Class, Ringen seems to be implying, is rather like sex: it is to some extent in the eyes of the beholder, and in the British case, takes place at least as much inside the head as outside. This book is written in full agreement with those views, and seeks to open up those minds closed to class of which Stein Ringen complains.
As such, it can be read in a variety of ways, and by a variety of audiences. At one level, it is an interim report from the historiographical battle front: an account of what historians have been thinking (or increasingly not thinking) about class during a twenty-year period which has seen the collapse of Communism as a system of would-be world dominion and Marxism as a system of would-be world explanation and, more domestically, the rise and fall of Thatcherism, the lingering aftermath of John Major, and the more bracing advent of New Labour. Writing against, and responding to, this changing national and international background, many scholars have concluded that class doesn't matter any more: which seems, to put it mildly, rather odd. It is not a conclusion which I (or most Britons) share. At another level, this book attempts to provide an account of the different senses of social identity, as they have evolved, competed and changed in the greater British world across the last three centuries, identities for which the word class is both the best but also the most misleading shorthand term. As such, it is an attempt to write genuinely British history (though I am well aware how far it falls short of that objective), and to produce a new master narrative of class, built not around one (Marxist) identity, but around multiple identities. Finally, it is written to provide an historical perspective on the contemporary debate about the meaning and importance of class in Britain, and to offer some suggestions as to what would have to be done to achieve a classless society, assuming and this is a very large and debateable assumption that such a society is either possible or desirable.

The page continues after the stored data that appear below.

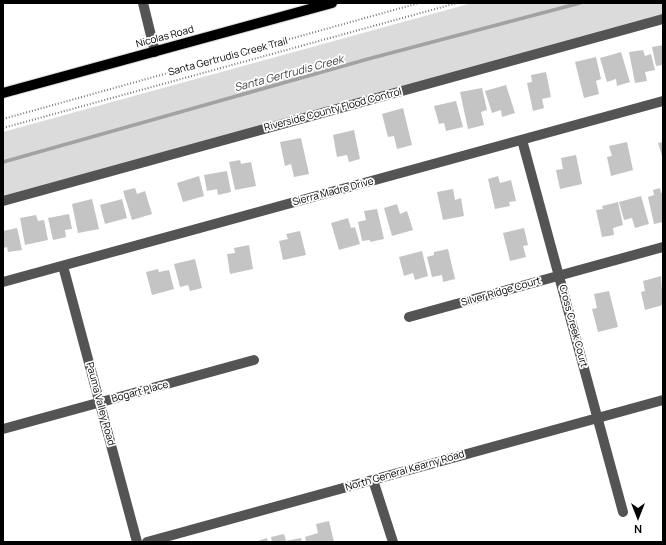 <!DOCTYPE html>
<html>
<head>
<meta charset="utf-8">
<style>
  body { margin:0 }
  #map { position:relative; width:666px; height:545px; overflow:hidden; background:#fff; font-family:Manrope,sans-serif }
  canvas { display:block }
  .frame { position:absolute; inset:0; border:4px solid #000; pointer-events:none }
  .north { position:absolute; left:618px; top:497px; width:40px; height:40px; -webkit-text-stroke:3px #fff; paint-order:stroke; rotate:180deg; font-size:11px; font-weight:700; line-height:16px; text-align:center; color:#000 }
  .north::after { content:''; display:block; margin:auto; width:14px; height:18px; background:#000; clip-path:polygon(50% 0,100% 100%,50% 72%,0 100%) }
</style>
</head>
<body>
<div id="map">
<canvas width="666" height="545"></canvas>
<div class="frame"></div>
<div class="north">N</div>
</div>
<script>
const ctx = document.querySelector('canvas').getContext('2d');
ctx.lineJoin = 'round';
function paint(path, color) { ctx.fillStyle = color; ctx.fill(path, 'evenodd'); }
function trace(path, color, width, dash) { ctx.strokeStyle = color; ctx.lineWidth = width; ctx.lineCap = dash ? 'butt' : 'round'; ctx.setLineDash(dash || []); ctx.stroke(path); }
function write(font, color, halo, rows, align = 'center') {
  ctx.font = font + ' Manrope,sans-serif'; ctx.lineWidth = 3.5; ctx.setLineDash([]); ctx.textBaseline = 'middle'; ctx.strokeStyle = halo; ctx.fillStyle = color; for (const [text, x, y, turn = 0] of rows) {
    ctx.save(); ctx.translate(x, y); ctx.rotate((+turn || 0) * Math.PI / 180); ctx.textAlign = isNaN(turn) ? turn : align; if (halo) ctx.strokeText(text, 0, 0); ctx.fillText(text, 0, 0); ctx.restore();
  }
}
paint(new Path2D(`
  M472,3H663V15L3,196V132Z`), '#dbdbdb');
trace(new Path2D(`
  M3,162L368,59L580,3`), '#a2a2a2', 3.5);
paint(new Path2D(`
  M663,45V67H662V65L656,66L652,47Z
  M643,50L645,56L651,54L655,70L645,72L647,81L635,83L629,52Z
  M621,52L630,82L617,86L616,79L607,82L600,58Z
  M596,57L601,79L596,81L599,94L584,98L575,62Z
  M546,72L551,97L542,99L544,108L533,111L527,83L532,82L531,75Z
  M506,85L515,113L502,117L501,110L492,113L485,91Z
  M482,88L487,110L481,112L484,125L468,129L460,92Z
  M456,101L463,127L446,131L444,123L439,124L434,106Z
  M403,108L412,145L397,149L394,136L388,137L382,114Z
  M354,130L360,159L349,162L347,155L337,157L333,135Z
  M301,138L309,174L294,177L291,164L285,166L280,142Z
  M627,142L633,170L611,176L607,157L612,156L609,146Z
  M663,142V159L658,143Z
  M576,155L582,184L560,189L556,170L563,169L561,158Z
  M240,160L241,164L251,162L256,186L235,190L229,162Z
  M227,171L231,192L218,195L217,189L207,191L204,175Z
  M199,176L204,196L183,202L177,183Z
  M498,176L500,183L511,180L516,201L509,202L510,206L495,209L488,179Z
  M135,188L137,194L145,191L152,214L132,220L123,191Z
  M660,188L661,193L663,192V222L654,224L648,197L654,195L653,190Z
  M453,189L455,200L461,198L464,216L443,220L437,192Z
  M641,196L649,224L635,228L632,218L624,220L619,202Z
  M92,199L99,229L78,233L72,204Z
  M122,199L127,218L105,224L100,205Z
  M618,202L623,225L613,228L614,235L602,237L596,210L603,209L602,206Z
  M397,204L400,214L407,211L413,230L392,236L384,208Z
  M377,209L384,239L370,242V240L362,241L358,222L366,220L364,211Z
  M69,214L72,229L65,230L66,237L53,240L48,218Z
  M36,215L38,221L44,220L48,240L25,245L20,218Z
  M348,218L351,228L355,227L360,244L339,250L331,223Z
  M17,228L22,250L8,252L7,247L3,248V231Z
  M524,228L528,245L523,246L526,257L510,261L503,233Z
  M300,231L306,255L283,260L279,241L288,239L286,234Z
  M249,245L253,269L230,274L227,254L235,253L234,248Z
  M448,249L455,279L443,282L442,275L432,277L427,257L434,255V252Z
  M422,251L428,276L415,280L413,273L404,276L399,257Z
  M195,259L202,288L190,291L188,285L180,287L174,264Z
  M158,269L159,272L169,270L174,289L152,295L146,272Z
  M661,276L663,305L645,310L641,292L645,291L643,281Z
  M609,291L618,327L598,332L592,309L597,308L594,294Z
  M329,521L334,542H306L305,537L318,533L316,524Z
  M284,534L286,541L301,538L302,542H272L271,537Z
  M267,538L268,542H255Z`), '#c4c4c4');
const major = new Path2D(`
  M3,93L332,3`);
trace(major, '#dbdbdb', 12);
trace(new Path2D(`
  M3,119L419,3
  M3,128L457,3`), '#767676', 2, [1, 2]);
trace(new Path2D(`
  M143,3L155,52
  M522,140L623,512
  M3,201L663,19
  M63,266L137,542
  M3,282L663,101
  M409,317L663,247
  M3,429L254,360
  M373,480L393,542
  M147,542L663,400`), '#545454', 10);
trace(major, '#000', 10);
write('10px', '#000', '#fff', [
  ["Nicolas Road",165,37,-15],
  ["Santa Gertrudis Creek Trail",228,57,-15],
  ["Riverside County Flood Control",333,110,-15],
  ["Sierra Madre Drive",333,192,-15],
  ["Silver Ridge Court",501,292,-16],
  ["Cross Creek Court",573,326,75],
  ["Bogart Place",140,392,-15],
  ["Pauma Valley Road",100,404,75],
  ["North General Kearny Road",405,471,-16]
]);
write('italic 11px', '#434343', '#fff', [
  ["Santa Gertrudis Creek",289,74,-15]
]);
</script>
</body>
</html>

This book breaks new ground in that it tries to sketch out a history of class as the history of changing (and unchanging) ways of looking at society, rather than as the more familiar history of changes (or lack of change) in society itself. It is concerned with economic history in that it recognises there have been many developments in what Marx would have called the mode of production: but it is mainly interested in assessing their impact on the ways society has been seen rather than their impact on society itself. It is concerned with social history, not as the old grand narratives of class formation, class consciousness and class conflict, narratives around which the law of diminishing returns long ago seems to have set in, but rather as the history of the varied and varying ways that Britons envisaged and described their social worlds. And it is concerned with political history, not as an account of ministerial manoeuvring and government administration, but as a study of the visions of society entertained by British politicians, and of the ways in which they have conceived their task to be that of imposing their visions of the people on the people. In short, this book hopes to offer a history of class primarily as a cultural history of the ways in which Britons observe and understand, think about and discuss, the unequal society to which they belong. It is not yet another book about toffs and nobs, social climbers, or working-class heroes.
When Jilly Cooper published her account of Class in 1979 (of which more later), she admitted herself very aware of the inadequacies of what she had written. The subject, she went on, is so vast and so complex that I have only touched on a few aspects which seemed important to me.